Ces résultats comparés traduisent une méfiance renouvelée vis-à-vis du jeu politique traditionnel (alternance sereine de deux grandes formations majoritaires) et, donc, une remise en cause des élites dirigeantes. Ce désaveu infligé à la classe dirigeante de la part d’une partie conséquente du corps électoral n’est pas nouveau. La proportion de suffrages exprimés en faveur de partis jugés radicaux était déjà élevée au premier tour des élections présidentielles de 1995 (un peu plus de 30%). Mais la situation est aujourd’hui politiquement installée, dans un contexte de crise avancée du capitalisme mondialisé, avec un Front national plutôt en progression au niveau des élections présidentielles (1995 => 15% ; 2002 => 16,86% ; 2007 => 10,44% ; 2012 => 17,90%).

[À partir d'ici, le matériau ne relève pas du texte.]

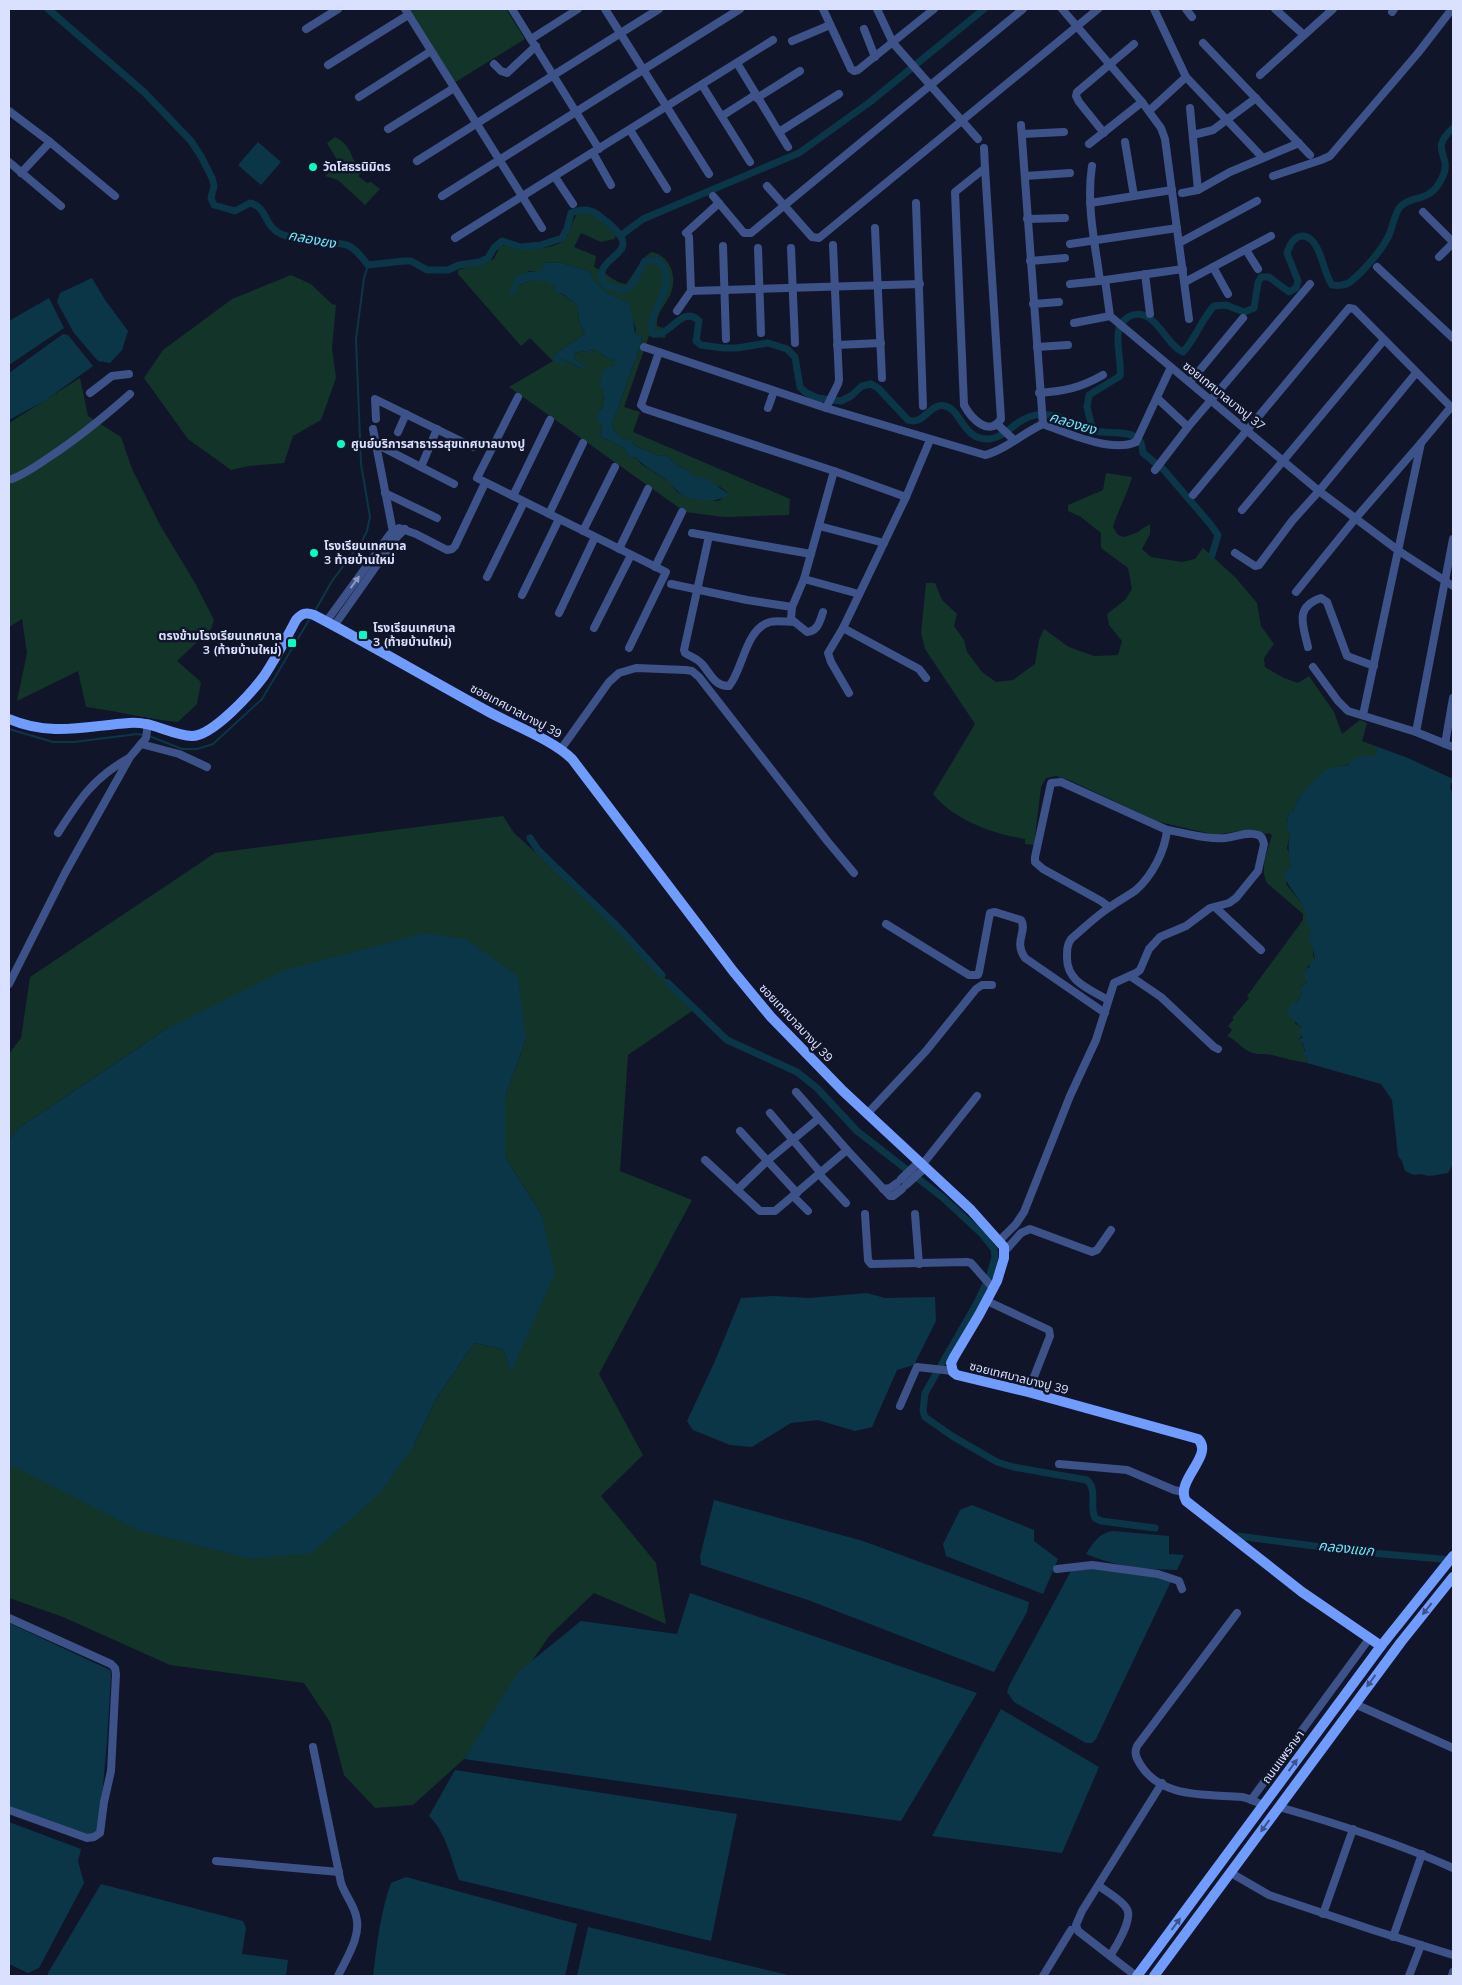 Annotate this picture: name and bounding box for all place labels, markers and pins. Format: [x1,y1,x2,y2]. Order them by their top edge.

A l’heure du consensus démocratique, nous n’avons pas affaire pas à une nouvelle contestation politique violente et frontale du régime démocratique, à la manière de ce que nous avons connu au XXème siècle, avec les périls fascistes et communistes. En ce sens, la surprenante percée du Front National en 2002 débouchant sur la qualification au deuxième tour de Jean-Marie Le Pen correspondait surtout à un sulfureux désaveu adressé aux élus de la République. Les crispations à l’œuvre relèvent plutôt d’un conflit de représentations au sein même du credo démocratique contemporain. Ce conflit oppose en effet une ligne de défense de la démocratie libérale supposée menacée dans ses valeurs par des dérives démagogiques d’ordre aussi bien économique (sortie de l’euro, partage des richesses…) que culturelle (immigration, identité nationale etc.), à une revendication de démocratie qui est aussi l’une des composantes majeures des votes étiquetés populistes (« ils ne nous écoutent pas »). De sorte qu’à un vote « élitiste » (d’adhésion ou de résignation) s’oppose un vote populiste (de protestation et de contestation), l’un agissant en miroir de l’autre, avec un fossé que l’on ne voit pas se réduire au fil des années, façonnant une société de plus en plus clivée. Et ce qui me paraît à peu près certain, c’est que si les tensions nouvelles n’opposent pas un camp démocrate à des factions anti-démocrates, et que c’est bien la raison pour laquelle il n’y a pas de violence politique significative, ces tensions ont pourtant bien un rapport étroit et pour tout dire très direct à l’évolution de nos régimes démocratiques sur ces trente dernières années.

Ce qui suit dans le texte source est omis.